Work instruction: Exact copy required. Repeat the records, but keep the pictures out.

[Saved data entries]
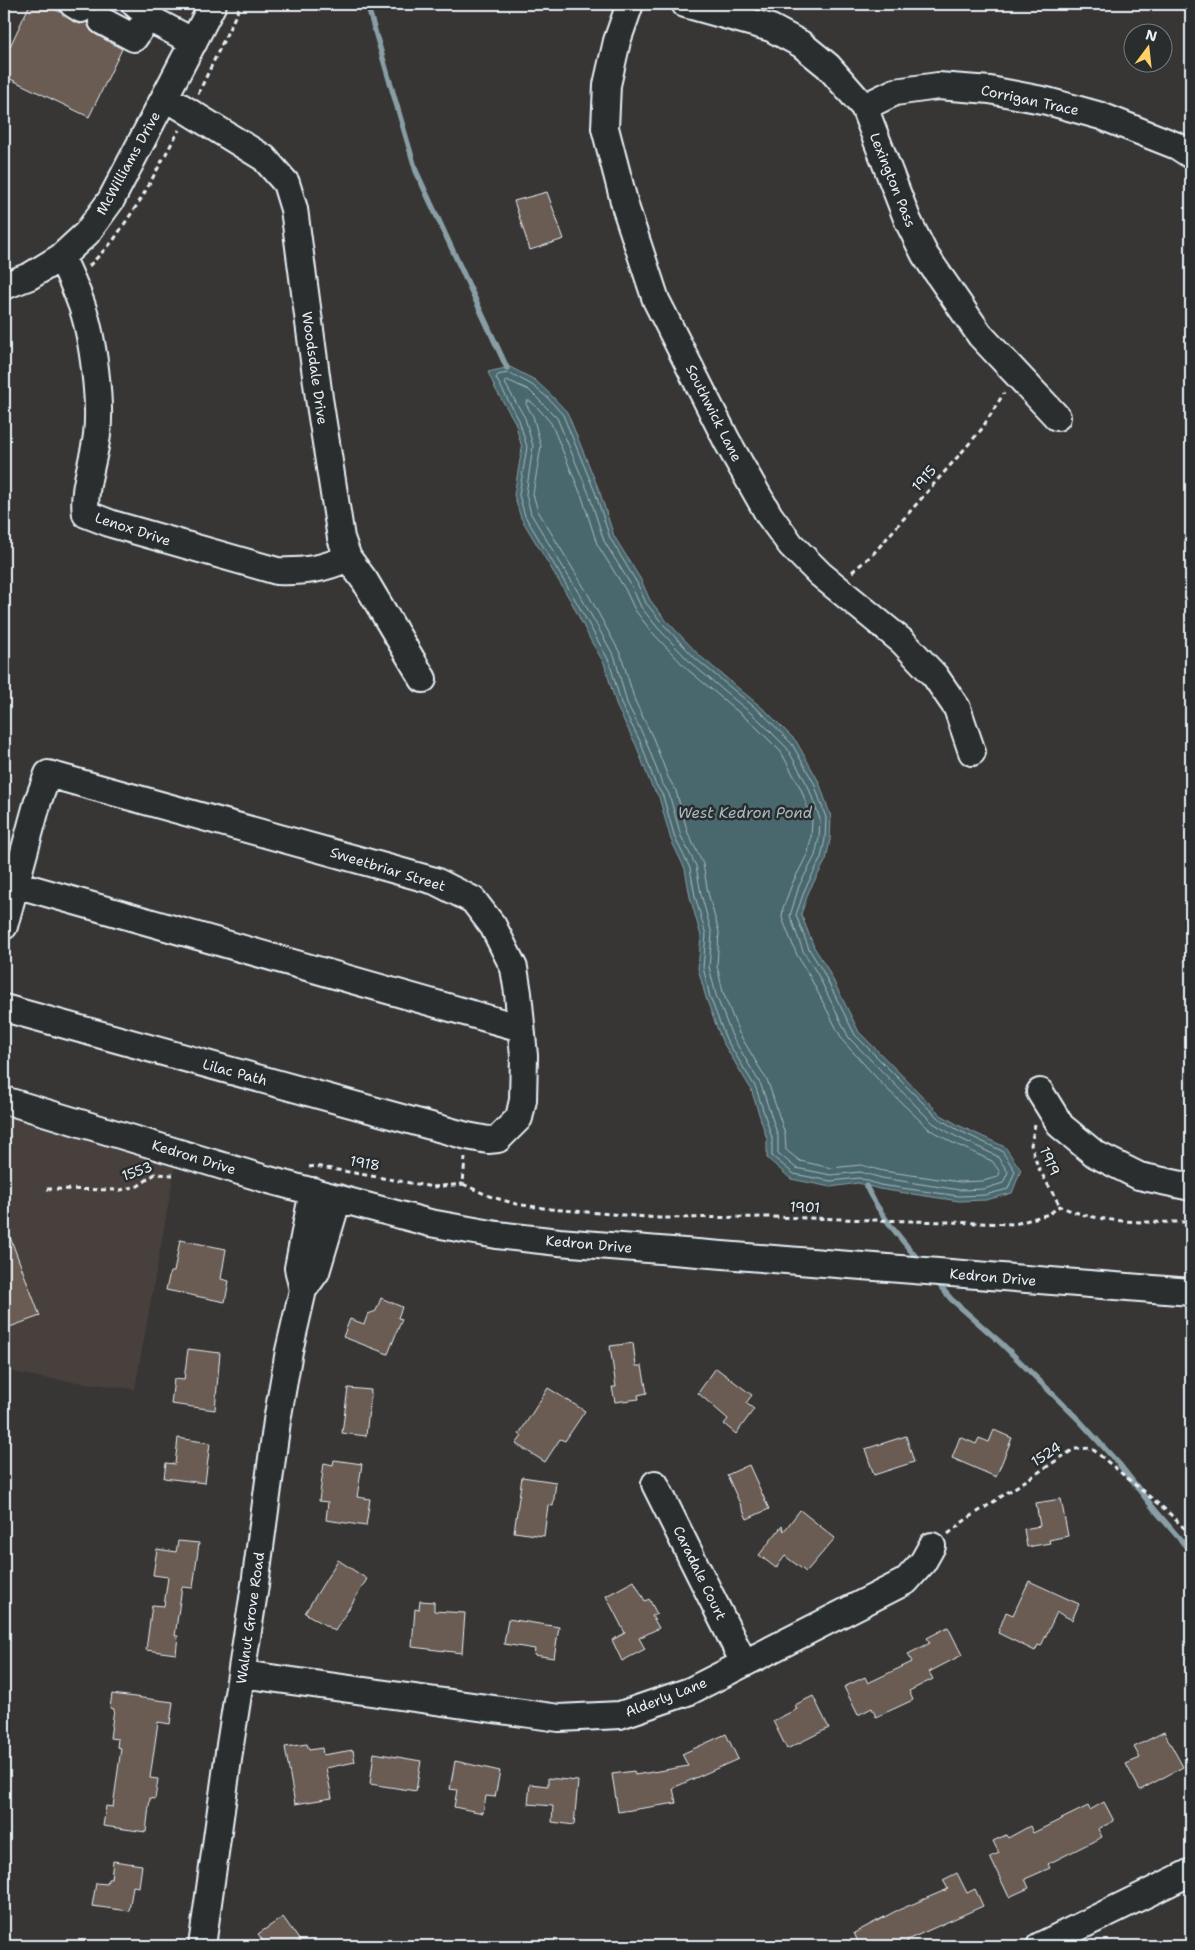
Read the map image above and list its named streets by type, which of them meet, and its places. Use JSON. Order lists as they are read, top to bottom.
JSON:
{
  "streets": {
    "street": [
      "Corrigan Trace",
      "McWilliams Drive",
      "Lexington Pass",
      "Woodsdale Drive",
      "Southwick Lane",
      "Lenox Drive",
      "Sweetbriar Street",
      "Lilac Path",
      "Kedron Drive",
      "Caradale Court",
      "Walnut Grove Road",
      "Alderly Lane"
    ],
    "path": [
      "1915",
      "1919",
      "1918",
      "1553",
      "1901",
      "1524"
    ]
  },
  "crossings": [
    ["Corrigan Trace", "Lexington Pass"],
    ["McWilliams Drive", "Woodsdale Drive"],
    ["McWilliams Drive", "Lenox Drive"],
    ["Lexington Pass", "1915"],
    ["Woodsdale Drive", "Lenox Drive"],
    ["Southwick Lane", "1915"],
    ["Sweetbriar Street", "Lilac Path"],
    ["Kedron Drive", "1918"],
    ["Kedron Drive", "Walnut Grove Road"],
    ["1919", "1901"],
    ["1918", "1901"],
    ["1918", "Walnut Grove Road"],
    ["1524", "Alderly Lane"],
    ["Caradale Court", "Alderly Lane"],
    ["Walnut Grove Road", "Alderly Lane"]
  ],
  "water": ["West Kedron Pond"],
  "north": "top"
}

Written answer:
Read the map image above and list its named streets by type, which of them meet, and its places. Use JSON. Order lists as they are read, top to bottom.
JSON:
{
  "streets": {
    "street": [
      "Corrigan Trace",
      "McWilliams Drive",
      "Lexington Pass",
      "Woodsdale Drive",
      "Southwick Lane",
      "Lenox Drive",
      "Sweetbriar Street",
      "Lilac Path",
      "Kedron Drive",
      "Caradale Court",
      "Walnut Grove Road",
      "Alderly Lane"
    ],
    "path": [
      "1915",
      "1919",
      "1918",
      "1553",
      "1901",
      "1524"
    ]
  },
  "crossings": [
    ["Corrigan Trace", "Lexington Pass"],
    ["McWilliams Drive", "Woodsdale Drive"],
    ["McWilliams Drive", "Lenox Drive"],
    ["Lexington Pass", "1915"],
    ["Woodsdale Drive", "Lenox Drive"],
    ["Southwick Lane", "1915"],
    ["Sweetbriar Street", "Lilac Path"],
    ["Kedron Drive", "1918"],
    ["Kedron Drive", "Walnut Grove Road"],
    ["1919", "1901"],
    ["1918", "1901"],
    ["1918", "Walnut Grove Road"],
    ["1524", "Alderly Lane"],
    ["Caradale Court", "Alderly Lane"],
    ["Walnut Grove Road", "Alderly Lane"]
  ],
  "water": ["West Kedron Pond"],
  "north": "top"
}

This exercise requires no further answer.